| WHAT TO DO |
Search the lines of the records for the word "Puncak", and copy every line that has it.

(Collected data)
----
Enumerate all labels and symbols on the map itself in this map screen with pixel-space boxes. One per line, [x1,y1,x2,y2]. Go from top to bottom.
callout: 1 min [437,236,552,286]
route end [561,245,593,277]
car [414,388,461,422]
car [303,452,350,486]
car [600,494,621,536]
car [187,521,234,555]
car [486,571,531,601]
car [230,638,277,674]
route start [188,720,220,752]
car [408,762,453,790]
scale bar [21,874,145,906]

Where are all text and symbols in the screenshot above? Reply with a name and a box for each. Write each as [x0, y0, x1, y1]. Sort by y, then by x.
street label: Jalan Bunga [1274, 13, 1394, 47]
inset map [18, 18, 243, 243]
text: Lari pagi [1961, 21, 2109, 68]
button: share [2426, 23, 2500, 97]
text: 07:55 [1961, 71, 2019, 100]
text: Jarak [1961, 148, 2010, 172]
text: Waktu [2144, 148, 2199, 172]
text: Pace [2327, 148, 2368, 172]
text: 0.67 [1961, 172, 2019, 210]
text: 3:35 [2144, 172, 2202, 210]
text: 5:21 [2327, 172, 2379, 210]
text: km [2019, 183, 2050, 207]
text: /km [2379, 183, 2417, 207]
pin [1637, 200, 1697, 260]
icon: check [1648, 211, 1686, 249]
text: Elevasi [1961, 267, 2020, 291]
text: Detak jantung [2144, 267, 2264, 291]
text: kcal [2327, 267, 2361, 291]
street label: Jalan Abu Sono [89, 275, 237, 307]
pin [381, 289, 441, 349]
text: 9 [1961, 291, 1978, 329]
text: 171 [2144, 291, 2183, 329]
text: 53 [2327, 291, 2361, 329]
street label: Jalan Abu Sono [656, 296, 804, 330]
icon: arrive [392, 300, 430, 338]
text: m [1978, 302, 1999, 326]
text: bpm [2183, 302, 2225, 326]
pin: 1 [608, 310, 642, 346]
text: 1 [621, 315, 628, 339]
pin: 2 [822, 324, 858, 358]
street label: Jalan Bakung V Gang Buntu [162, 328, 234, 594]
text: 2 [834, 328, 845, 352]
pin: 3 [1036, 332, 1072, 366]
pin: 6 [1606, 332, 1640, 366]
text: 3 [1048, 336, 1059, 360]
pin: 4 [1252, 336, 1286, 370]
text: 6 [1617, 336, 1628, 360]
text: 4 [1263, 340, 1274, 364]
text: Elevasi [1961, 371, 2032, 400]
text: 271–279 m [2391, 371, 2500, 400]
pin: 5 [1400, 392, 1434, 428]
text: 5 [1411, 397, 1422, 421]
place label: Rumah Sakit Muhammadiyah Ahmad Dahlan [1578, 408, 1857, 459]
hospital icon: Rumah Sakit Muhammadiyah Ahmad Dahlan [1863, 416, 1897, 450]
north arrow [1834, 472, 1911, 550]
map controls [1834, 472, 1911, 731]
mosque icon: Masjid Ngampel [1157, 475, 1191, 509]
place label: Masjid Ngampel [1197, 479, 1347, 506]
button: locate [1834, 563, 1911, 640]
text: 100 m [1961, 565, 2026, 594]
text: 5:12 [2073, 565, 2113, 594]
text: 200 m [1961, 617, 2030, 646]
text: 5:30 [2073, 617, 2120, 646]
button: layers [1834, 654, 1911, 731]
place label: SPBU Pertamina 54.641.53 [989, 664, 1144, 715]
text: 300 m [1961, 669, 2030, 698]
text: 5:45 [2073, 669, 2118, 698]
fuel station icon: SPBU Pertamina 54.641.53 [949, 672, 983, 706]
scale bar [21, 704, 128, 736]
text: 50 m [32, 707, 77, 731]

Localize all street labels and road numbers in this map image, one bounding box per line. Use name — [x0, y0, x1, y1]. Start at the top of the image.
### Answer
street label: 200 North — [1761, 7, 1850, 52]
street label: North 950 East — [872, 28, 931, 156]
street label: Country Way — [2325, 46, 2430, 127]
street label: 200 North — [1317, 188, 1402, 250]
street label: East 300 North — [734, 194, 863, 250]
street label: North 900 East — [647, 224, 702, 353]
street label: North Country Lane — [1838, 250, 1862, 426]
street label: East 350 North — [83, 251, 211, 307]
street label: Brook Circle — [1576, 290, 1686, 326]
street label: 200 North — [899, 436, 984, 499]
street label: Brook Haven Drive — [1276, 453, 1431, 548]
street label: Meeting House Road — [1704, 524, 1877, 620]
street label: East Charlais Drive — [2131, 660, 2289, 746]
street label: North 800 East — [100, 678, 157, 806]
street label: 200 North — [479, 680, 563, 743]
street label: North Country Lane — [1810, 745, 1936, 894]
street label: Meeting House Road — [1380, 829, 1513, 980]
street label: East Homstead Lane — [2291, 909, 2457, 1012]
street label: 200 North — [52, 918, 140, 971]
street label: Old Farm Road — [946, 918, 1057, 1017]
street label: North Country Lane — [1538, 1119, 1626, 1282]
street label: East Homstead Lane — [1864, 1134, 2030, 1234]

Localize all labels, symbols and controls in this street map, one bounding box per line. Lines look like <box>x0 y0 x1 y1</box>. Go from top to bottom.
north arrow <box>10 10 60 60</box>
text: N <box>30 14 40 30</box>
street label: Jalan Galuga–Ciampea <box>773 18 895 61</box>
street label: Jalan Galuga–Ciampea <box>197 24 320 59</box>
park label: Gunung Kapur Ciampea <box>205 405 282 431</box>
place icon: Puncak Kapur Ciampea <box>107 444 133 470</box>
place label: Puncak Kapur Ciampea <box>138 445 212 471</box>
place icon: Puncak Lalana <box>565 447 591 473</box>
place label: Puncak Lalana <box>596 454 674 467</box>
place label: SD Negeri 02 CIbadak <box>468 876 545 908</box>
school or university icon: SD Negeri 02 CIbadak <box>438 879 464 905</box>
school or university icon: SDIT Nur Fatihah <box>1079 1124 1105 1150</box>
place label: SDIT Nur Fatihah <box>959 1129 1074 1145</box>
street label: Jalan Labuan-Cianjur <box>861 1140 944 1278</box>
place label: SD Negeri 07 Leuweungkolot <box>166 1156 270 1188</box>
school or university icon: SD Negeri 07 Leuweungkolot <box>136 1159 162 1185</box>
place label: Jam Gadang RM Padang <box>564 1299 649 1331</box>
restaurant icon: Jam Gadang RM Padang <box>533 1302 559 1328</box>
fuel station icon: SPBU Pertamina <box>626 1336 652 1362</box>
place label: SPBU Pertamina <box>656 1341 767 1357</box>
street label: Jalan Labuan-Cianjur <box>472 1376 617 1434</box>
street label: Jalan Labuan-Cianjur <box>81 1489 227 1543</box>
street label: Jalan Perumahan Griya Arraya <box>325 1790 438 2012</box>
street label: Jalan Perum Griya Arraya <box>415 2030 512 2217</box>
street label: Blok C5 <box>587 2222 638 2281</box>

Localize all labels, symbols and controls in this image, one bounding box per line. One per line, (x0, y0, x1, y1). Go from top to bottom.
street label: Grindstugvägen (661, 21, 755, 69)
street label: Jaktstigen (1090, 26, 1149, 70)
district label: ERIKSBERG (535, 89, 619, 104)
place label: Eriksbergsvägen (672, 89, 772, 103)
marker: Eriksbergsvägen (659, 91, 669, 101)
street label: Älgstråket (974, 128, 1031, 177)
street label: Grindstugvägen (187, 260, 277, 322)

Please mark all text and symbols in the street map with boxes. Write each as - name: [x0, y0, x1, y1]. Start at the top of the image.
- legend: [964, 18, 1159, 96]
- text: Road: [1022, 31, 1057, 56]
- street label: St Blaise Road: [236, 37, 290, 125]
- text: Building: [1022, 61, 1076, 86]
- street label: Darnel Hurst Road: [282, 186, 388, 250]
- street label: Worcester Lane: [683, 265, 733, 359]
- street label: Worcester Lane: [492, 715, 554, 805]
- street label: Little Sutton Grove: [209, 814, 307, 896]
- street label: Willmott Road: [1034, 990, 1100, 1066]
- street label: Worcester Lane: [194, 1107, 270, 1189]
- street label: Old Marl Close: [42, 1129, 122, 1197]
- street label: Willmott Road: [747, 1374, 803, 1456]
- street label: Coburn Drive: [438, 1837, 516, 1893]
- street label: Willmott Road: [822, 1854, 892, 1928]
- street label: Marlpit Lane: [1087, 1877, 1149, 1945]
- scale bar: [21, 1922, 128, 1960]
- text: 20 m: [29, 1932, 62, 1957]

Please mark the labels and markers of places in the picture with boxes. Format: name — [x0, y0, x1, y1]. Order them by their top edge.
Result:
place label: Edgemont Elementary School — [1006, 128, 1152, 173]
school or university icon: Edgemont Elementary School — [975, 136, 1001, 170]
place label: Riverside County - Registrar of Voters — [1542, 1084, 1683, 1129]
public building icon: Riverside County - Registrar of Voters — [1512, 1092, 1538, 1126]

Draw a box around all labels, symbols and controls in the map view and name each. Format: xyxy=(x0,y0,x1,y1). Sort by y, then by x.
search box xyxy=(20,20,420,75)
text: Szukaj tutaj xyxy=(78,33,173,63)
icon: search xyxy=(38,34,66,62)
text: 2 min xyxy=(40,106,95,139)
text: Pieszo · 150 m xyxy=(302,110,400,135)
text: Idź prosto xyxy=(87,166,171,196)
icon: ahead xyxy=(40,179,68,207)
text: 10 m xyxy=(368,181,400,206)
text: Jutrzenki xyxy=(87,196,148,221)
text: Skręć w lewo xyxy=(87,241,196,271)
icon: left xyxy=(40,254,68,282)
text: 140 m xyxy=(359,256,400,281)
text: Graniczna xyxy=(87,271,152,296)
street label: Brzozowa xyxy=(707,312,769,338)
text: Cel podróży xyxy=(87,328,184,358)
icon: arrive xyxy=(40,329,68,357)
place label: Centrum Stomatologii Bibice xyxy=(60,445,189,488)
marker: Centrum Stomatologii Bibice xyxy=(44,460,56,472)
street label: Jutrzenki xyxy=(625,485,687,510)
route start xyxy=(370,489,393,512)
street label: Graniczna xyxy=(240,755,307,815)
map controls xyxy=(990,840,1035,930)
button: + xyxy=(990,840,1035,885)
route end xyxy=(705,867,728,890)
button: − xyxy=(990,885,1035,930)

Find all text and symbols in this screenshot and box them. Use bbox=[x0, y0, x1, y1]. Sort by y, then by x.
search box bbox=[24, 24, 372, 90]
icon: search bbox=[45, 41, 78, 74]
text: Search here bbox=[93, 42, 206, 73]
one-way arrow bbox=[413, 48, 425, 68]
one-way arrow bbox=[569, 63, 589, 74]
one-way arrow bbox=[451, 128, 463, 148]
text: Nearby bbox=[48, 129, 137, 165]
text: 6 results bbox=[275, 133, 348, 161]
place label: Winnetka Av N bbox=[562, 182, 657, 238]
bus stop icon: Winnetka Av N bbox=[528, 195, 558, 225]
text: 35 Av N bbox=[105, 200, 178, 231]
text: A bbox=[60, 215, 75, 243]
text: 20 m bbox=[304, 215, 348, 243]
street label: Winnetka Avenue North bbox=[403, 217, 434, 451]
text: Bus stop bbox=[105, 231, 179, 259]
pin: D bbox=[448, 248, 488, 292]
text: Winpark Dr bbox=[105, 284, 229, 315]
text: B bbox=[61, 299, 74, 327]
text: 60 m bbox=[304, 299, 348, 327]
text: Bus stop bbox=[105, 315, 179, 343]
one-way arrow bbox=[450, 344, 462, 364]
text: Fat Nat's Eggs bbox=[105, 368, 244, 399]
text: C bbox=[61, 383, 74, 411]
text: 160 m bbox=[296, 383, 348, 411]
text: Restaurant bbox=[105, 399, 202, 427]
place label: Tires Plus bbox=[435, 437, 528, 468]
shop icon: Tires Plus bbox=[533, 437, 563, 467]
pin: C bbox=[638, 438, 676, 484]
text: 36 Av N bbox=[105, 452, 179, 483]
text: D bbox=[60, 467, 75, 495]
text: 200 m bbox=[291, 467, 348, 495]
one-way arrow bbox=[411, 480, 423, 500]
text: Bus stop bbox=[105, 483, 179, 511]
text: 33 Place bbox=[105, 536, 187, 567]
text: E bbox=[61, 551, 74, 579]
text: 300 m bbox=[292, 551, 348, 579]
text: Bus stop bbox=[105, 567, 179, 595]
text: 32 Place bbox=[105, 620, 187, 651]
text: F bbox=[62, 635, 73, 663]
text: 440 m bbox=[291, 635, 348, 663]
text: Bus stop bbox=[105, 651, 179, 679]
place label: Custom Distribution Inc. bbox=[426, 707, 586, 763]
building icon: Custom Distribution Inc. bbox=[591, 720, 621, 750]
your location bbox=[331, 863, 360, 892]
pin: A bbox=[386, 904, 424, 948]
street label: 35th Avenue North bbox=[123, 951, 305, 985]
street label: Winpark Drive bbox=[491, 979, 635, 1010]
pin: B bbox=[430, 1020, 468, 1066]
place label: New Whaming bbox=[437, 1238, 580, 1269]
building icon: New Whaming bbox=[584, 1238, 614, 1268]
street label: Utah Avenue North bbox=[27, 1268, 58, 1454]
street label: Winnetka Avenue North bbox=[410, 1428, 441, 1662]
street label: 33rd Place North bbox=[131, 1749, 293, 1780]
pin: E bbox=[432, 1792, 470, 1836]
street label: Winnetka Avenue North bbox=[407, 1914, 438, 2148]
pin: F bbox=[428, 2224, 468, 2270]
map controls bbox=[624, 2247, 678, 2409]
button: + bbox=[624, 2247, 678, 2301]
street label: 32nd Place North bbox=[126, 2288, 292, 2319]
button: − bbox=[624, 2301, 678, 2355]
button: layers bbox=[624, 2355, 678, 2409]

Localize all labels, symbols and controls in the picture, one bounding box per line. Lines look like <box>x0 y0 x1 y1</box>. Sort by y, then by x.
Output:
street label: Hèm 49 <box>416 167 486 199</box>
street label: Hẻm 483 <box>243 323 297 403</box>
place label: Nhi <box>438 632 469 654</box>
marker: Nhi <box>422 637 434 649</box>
----
| RESULT FOR THIS EXERCISE |
place icon: Puncak Kapur Ciampea <box>107 444 133 470</box>
place label: Puncak Kapur Ciampea <box>138 445 212 471</box>
place icon: Puncak Lalana <box>565 447 591 473</box>
place label: Puncak Lalana <box>596 454 674 467</box>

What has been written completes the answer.